My first piece of advice is to abandon the idea of a "set". A department store knife set is like going to Sears and buying the "300 piece mechanics tool set" when you start out, before you even know what you need or prefer based on the work you do. Your money is better spent on buying better versions of the specific tools (knives) you will actually use.
The #1 knife in the kitchen is the Chef Knife, either a 6" or 8" version.
The second most used knife is a paring knife or a petty with a 2 - 4 inch blade. I like a 4" because it becomes a do-everything small knife.
Those two knives will do 95% of everything you'll do. After that you begin to specialize based on the kinds of foods you prepare most.

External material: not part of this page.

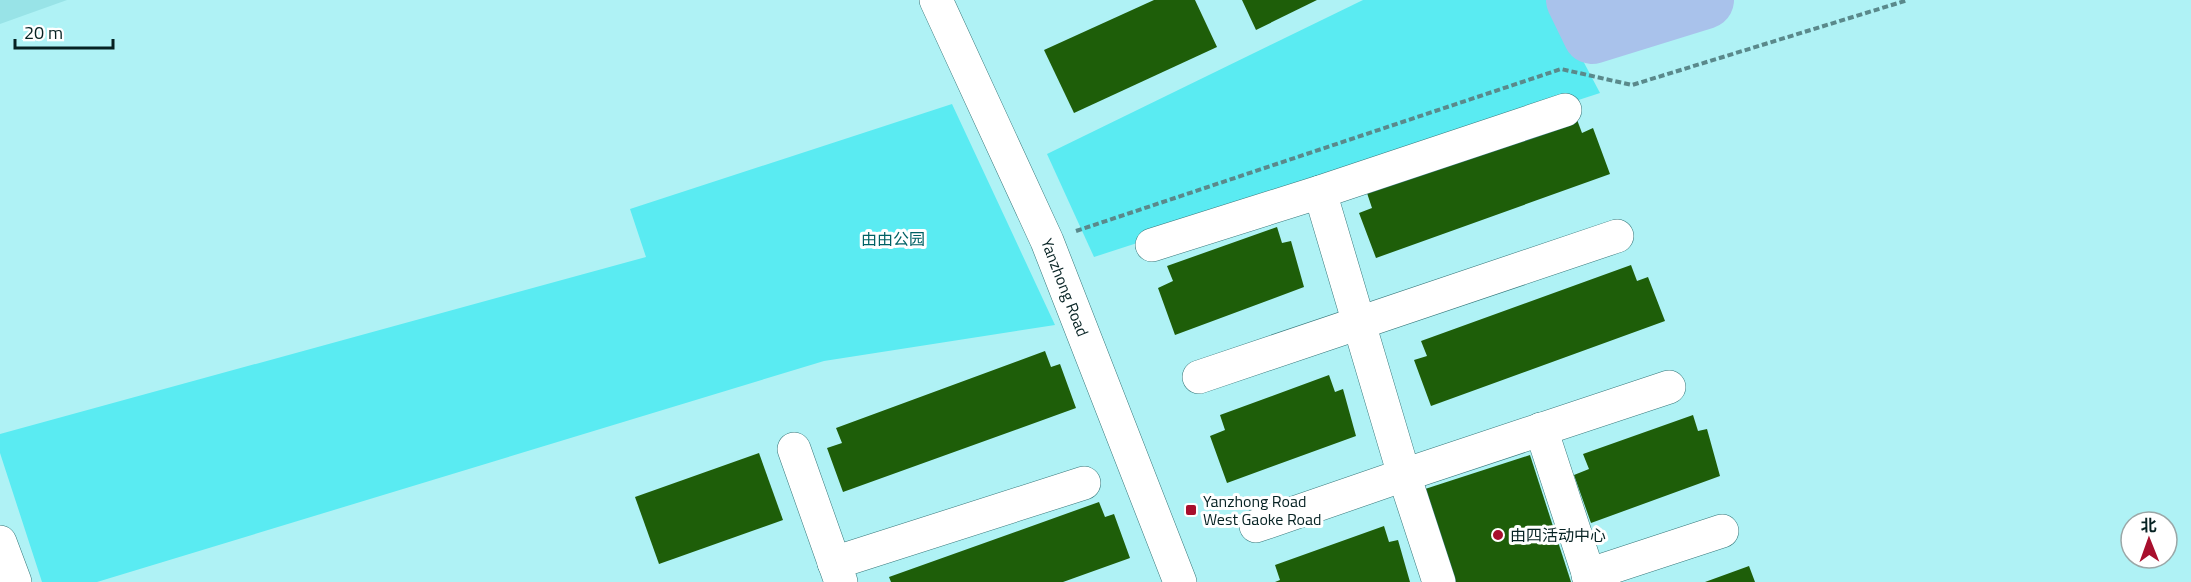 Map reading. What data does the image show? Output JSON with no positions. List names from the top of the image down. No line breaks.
{"streets":{"street":["Yanzhong Road"]},"parks":["由由公园"],"places":{"transit":["Yanzhong Road West Gaoke Road"],"other":["由四活动中心"]},"scale_bar":"20 m","north":"top"}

The third knife is where you begin to fill in your gaps. I like a fillet knife next because it's excellent for so many things besides fish. It's perfect for melons (slicing and taking off the rind), fruits, de-boning meats, slicing meats, and any kind of delicate work. Hugely useful knife.

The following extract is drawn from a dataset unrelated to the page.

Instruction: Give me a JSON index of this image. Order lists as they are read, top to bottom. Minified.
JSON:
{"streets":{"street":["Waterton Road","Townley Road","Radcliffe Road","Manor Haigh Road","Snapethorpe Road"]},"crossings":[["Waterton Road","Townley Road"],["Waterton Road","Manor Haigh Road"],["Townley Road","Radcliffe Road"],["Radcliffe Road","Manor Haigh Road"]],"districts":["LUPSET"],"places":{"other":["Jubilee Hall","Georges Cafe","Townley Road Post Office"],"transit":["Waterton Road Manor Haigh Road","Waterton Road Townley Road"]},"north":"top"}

After that I like a long slicer. (roasts, turkeys, watermelons, etc).
Finally some version of a long, cheap, serrated knife for breads and cutting frozen meats, etc. Don't spend a lot on a serrated knife. It's a saw, not a delicate instrument where edge retention and balance are key like a chef's knife. (I say this as a knifemaker- the best cheap serrated knives on planet Earth are Miracle Blades. Yes, the "as seen on TV" knives at 2am with Chef Tony. Walmart carries them. Probably the best $30 you will ever spend, and you'll have a complete set of steak knives, too.)

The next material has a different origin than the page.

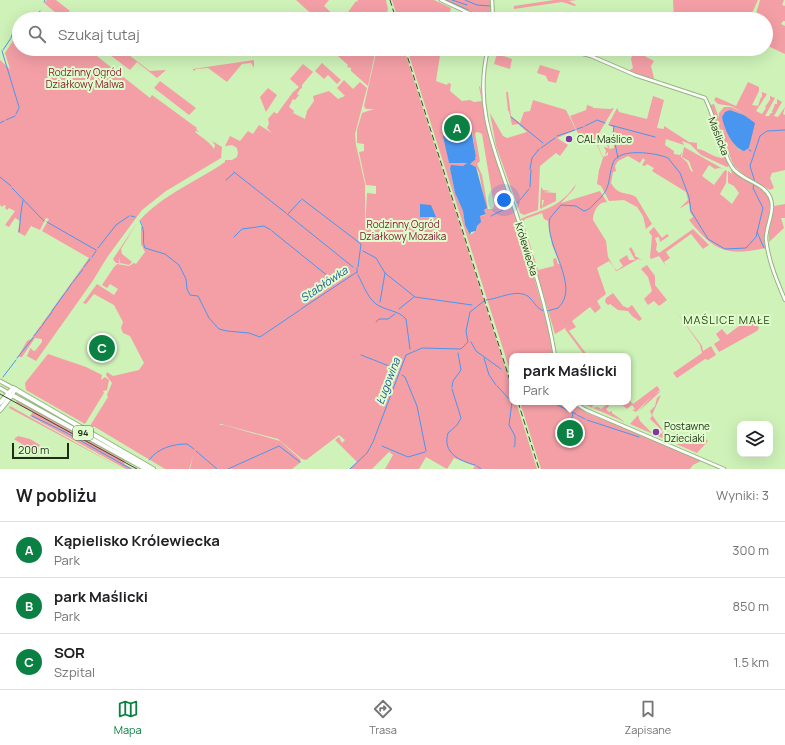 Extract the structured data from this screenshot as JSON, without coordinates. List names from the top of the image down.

So, to make a long story short- instead of going out and spending money of a giant set of knives, you can get 2, 3, or 4 high quality knives that will do absolutely everything you need to do. Because you only need 3 or 4 knives you can spend more per knife and end up with a vastly superior "set" that serves your actual needs.
You're probably wondering why you would ever want handmade customs if Forschners are so good. The answer is that they are GREAT FOR THE PRICE. But you will sharpen them... often. You will eventually notice that they don't fit your hand particularly well and your hand gets tired pretty quickly while using them. They don't really balance well and they don't seem to dance when you use them like when you watch chefs on TV. That's what custom gets you, and that costs money. You won't get that from production knives. That is why people (professional chefs) justify the price of handmade customs. It's a much smarter way to spend your money and get much better quality.